The architecture satisfies the write-path independence test, captures the natural-person identifier, captures the model's view of the request and response, and produces records that the EU AI Act Article 12, DORA Article 19, Fannie Mae LL-2026-04, and HIPAA reviewers accept. The deployment integrates as a single HTTP hop with no application code change beyond the base URL.

If you are picking the implementation pattern for LLM audit logging and the compliance gap is what you are trying to close, let's talk.

Frequently asked questions

Why does the in-application logging pattern fail the EU AI Act Article 12 test even if the application writes a complete record?

The Article 12 test asks whether the auditor can rely on the record as evidence of what the AI system did. A record the application writes is a self-attestation: the entity whose AI behavior the record evidences is the entity producing the record. A bug in the logging code, a code path that bypasses the wrapper, or a deliberate modification of the record before commit all produce records the auditor cannot rely on. The pattern matches what financial-services regulators have required for transaction logs and what healthcare regulators have required for PHI access logs. The structural fix is to move the write path outside the application.

How does the inline inspection layer capture the natural-person identifier without changing the application code?

The inspection layer extracts identity from the request envelope (the JWT, the SAML assertion, the service token) before forwarding the request. The application's SDK call goes through the inspection layer's URL with the existing authentication header. The inspection layer validates the header against the identity provider and pulls the natural-person identifier from the validated claims. The application keeps the same SDK calls. The inspection layer attaches the identifier to the record from the request envelope.

Does the inline pattern work with streaming responses from the model provider?

The inspection layer proxies the streamed response and runs the response classifier on the chunks as they pass through. The application receives the streamed response with the same chunking and the same timing the model produced, plus the policy-decision header.
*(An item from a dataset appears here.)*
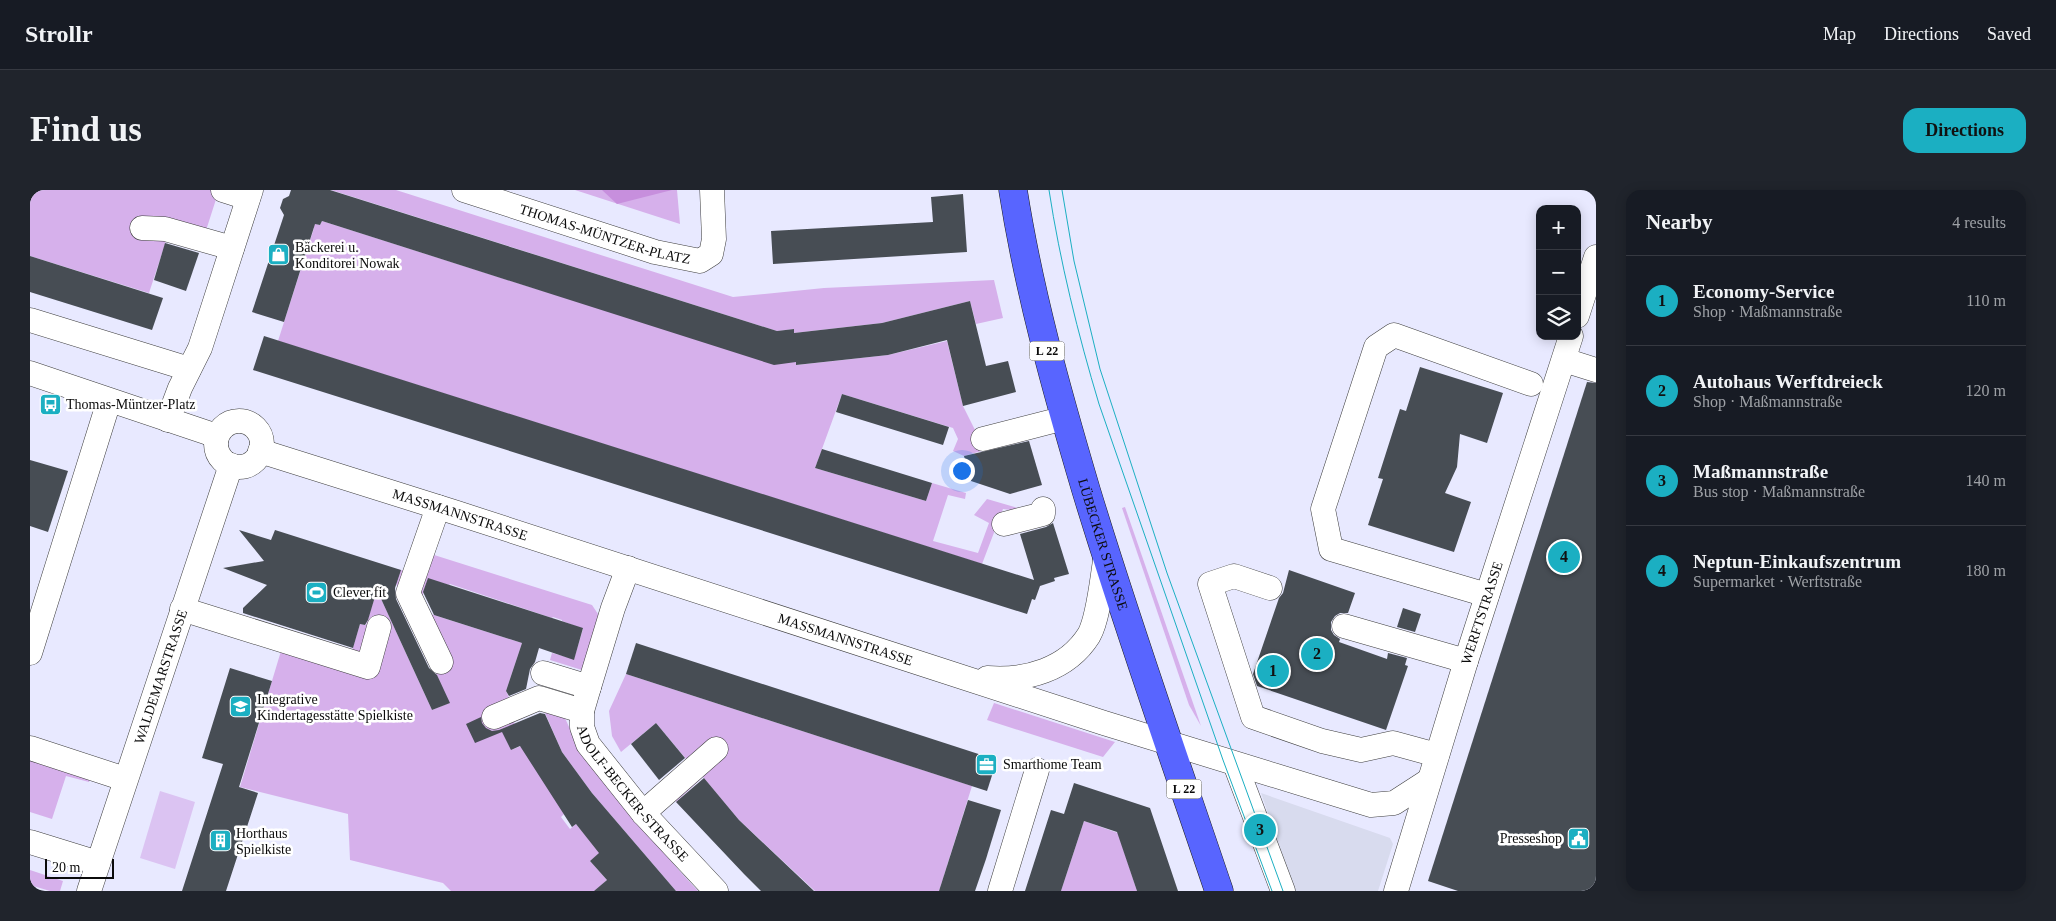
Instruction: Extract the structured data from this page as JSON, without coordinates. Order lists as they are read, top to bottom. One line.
{"streets":{"main road":["L 22","LÜBECKER STRASSE"],"street":["THOMAS-MÜNTZER-PLATZ","MASSMANNSTRASSE","WERFTSTRASSE","WALDEMARSTRASSE","ADOLF-BECKER-STRASSE"]},"crossings":[["MASSMANNSTRASSE","LÜBECKER STRASSE"],["MASSMANNSTRASSE","WERFTSTRASSE"],["MASSMANNSTRASSE","WALDEMARSTRASSE"],["MASSMANNSTRASSE","ADOLF-BECKER-STRASSE"]],"places":{"shop":["Bäckerei u. Konditorei Nowak"],"bus stop":["Thomas-Müntzer-Platz"],"sports":["Clever fit"],"school or university":["Integrative Kindertagesstätte Spielkiste"],"office":["Smarthome Team"],"public building":["Presseshop"],"building":["Horthaus Spielkiste"]},"scale_bar":"20 m","page":{"header":"Strollr","nav":["Map","Directions","Saved"],"buttons":"Directions","title":"Find us","heading":["Nearby","4 results"],"map_buttons":["+","−"],"list":[{"mark":"1","name":"Economy-Service","note":"Shop · Maßmannstraße","value":"110 m"},{"mark":"2","name":"Autohaus Werftdreieck","note":"Shop · Maßmannstraße","value":"120 m"},{"mark":"3","name":"Maßmannstraße","note":"Bus stop · Maßmannstraße","value":"140 m"},{"mark":"4","name":"Neptun-Einkaufszentrum","note":"Supermarket · Werftstraße","value":"180 m"}],"pins":["4","2","1","3"],"scale":"20 m"}}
The classifier fires before the chunk reaches the application. A blocked chunk does not pass through. The architecture handles the OpenAI streaming responses, the Anthropic streaming responses, the Vertex streaming responses, and the Bedrock streaming responses through the same control point.

What is the operational overhead of running an inline inspection layer for LLM traffic in production?

The inspection layer runs as a stateless proxy that scales horizontally. The deployment uses the standard container orchestration the team already runs. The policy bundle updates through a versioned configuration store without restarts. The audit store grows linearly with request volume; object storage at archival pricing handles the cold tier at well under $100 per year for a 100,000-request-per-day deployment. The latency overhead measures under 50 ms in internal testing against an LLM inference baseline of 500 ms to 5 seconds. The overhead falls below the variance the user already accepts from the model provider.

How does the inline inspection layer support the model-provider switch without changing the application code?

The inspection layer's policy bundle defines the approved model set per route. A switch from one provider to another updates the bundle, not the application. The application's SDK call goes to the inspection layer URL. The inspection layer routes the request to the approved model for the route. The change is a configuration update. The audit record series captures the model identifier on every record, so an auditor querying the series sees the model used at the moment of every decision. The architecture supports A/B routing, gradual rollouts, and provider failover through the same configuration mechanism.